Washington Wizards: 33-1

Nobody will be more happy to see that the preseason end than the Washington Wizards; if it had gone on any longer, they’d have run out of healthy bodies entirely.
With Martell Webster already on the shelf after his third back operation in four seasons, the harms just kept coming.
Bradley Beal fractured his wrist, Glen Rice Jr. wrapped his ankle, Kris Humphries ripped open his arm on the rim (since when are these items sharp?) , requiring surgery. Even John Wall was restricted with knee tendinitis.
The Wizards’ oldest participant was able to survive the display record unscathed. Paul Pierce, place to begin at small forward for the Wiz, provided some veteran perspective on the parade to the trainer’s table, per Jorge Castillo of The Washington Post:»It’s been tough. It has been challenging. We haven’t had a full squad most of the preseason. The key is understanding it’s a long season. The key is to become healthy.»

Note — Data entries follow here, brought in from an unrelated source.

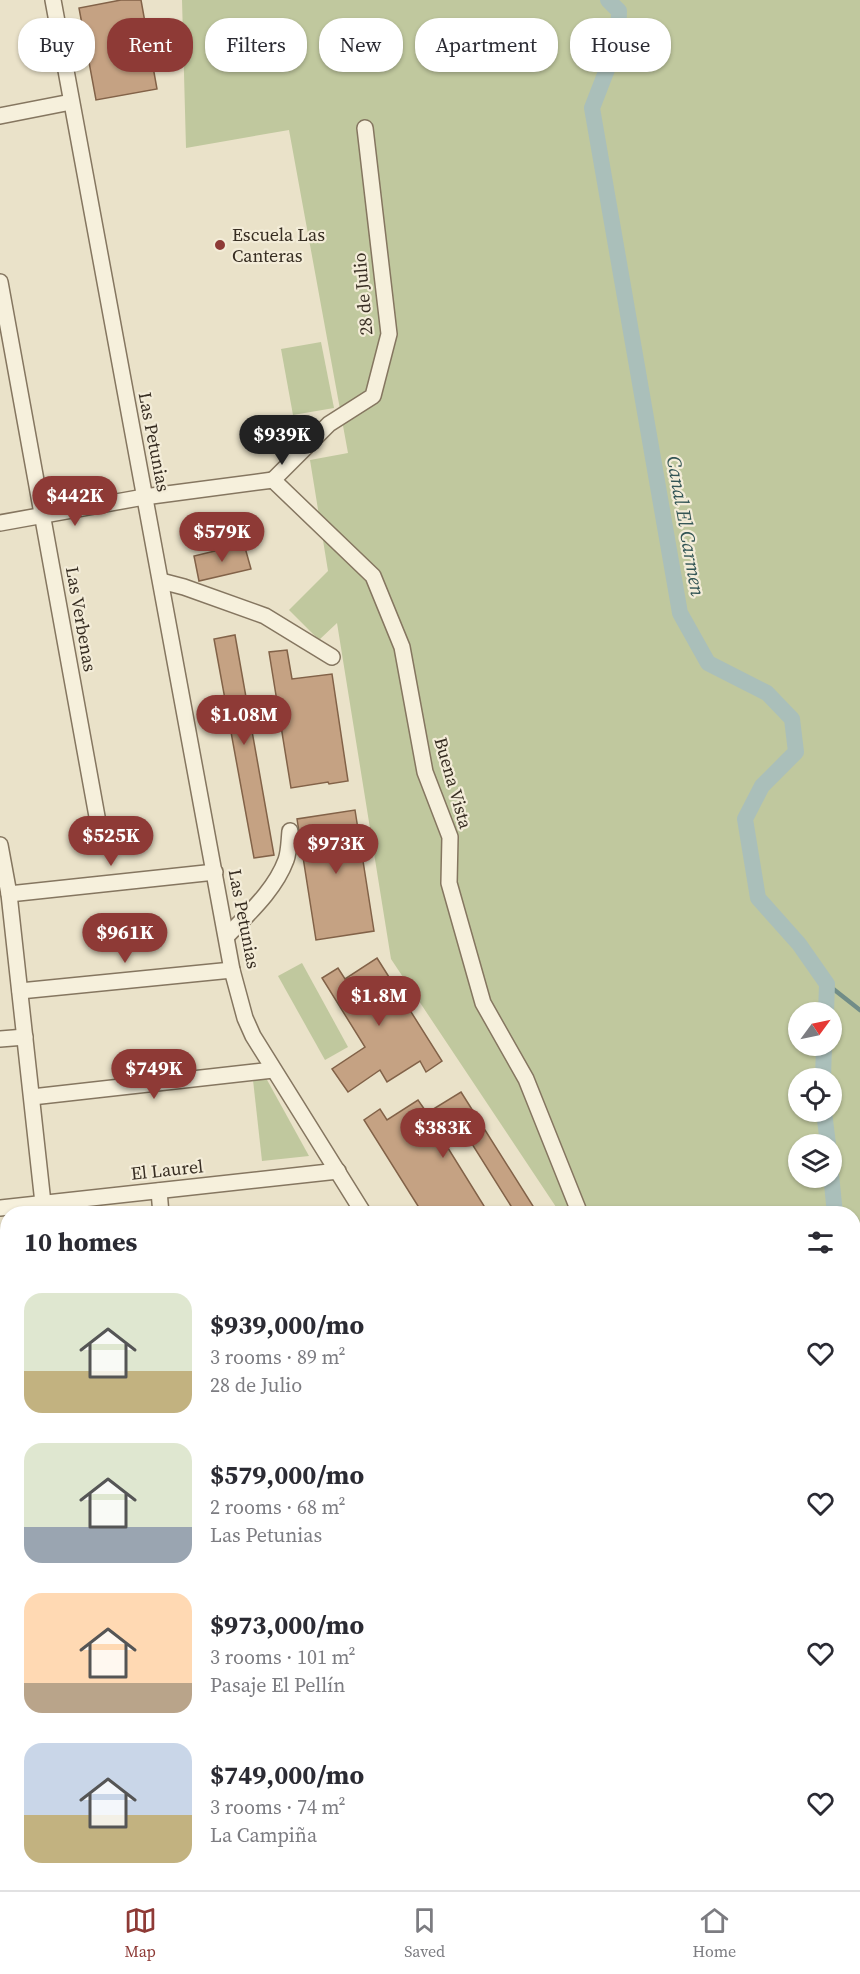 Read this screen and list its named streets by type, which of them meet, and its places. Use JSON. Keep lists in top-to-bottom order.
{
  "streets": {
    "street": [
      "28 de Julio",
      "Las Petunias",
      "Las Verbenas",
      "Buena Vista",
      "El Laurel"
    ]
  },
  "crossings": [
    ["28 de Julio", "Buena Vista"],
    ["Las Petunias", "El Laurel"]
  ],
  "water": ["Canal El Carmen"],
  "places": ["Escuela Las Canteras"],
  "north": "top right",
  "page": {
    "chip": [
      "Buy",
      "Rent",
      "Filters",
      "New",
      "Apartment",
      "House"
    ],
    "price": [
      "$939K",
      "$442K",
      "$579K",
      "$1.08M",
      "$525K",
      "$973K",
      "$961K",
      "$1.8M",
      "$749K",
      "$383K"
    ],
    "heading": "10 homes",
    "list": [
      {
        "name": "$939,000/mo",
        "note": "3 rooms · 89 m² · 28 de Julio"
      },
      {
        "name": "$579,000/mo",
        "note": "2 rooms · 68 m² · Las Petunias"
      },
      {
        "name": "$973,000/mo",
        "note": "3 rooms · 101 m² · Pasaje El Pellín"
      },
      {
        "name": "$749,000/mo",
        "note": "3 rooms · 74 m² · La Campiña"
      }
    ],
    "tabs": ["Map", "Saved", "Home"]
  }
}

If the collective swelling recedes and the stitches hold, Washington can nevertheless make great on the lofty expectations it set last season. Forty-four wins got people thinking in D.C., and now the Wizards face a world where anything less than a top-four seed will constitute a disappointment.
Demands like that are as sterile as they’re daunting, especially for a company with little success in its recent past. At 33-1, the Wiz are not completely out of the championship picture, but they are still a notch beneath the East’s elite.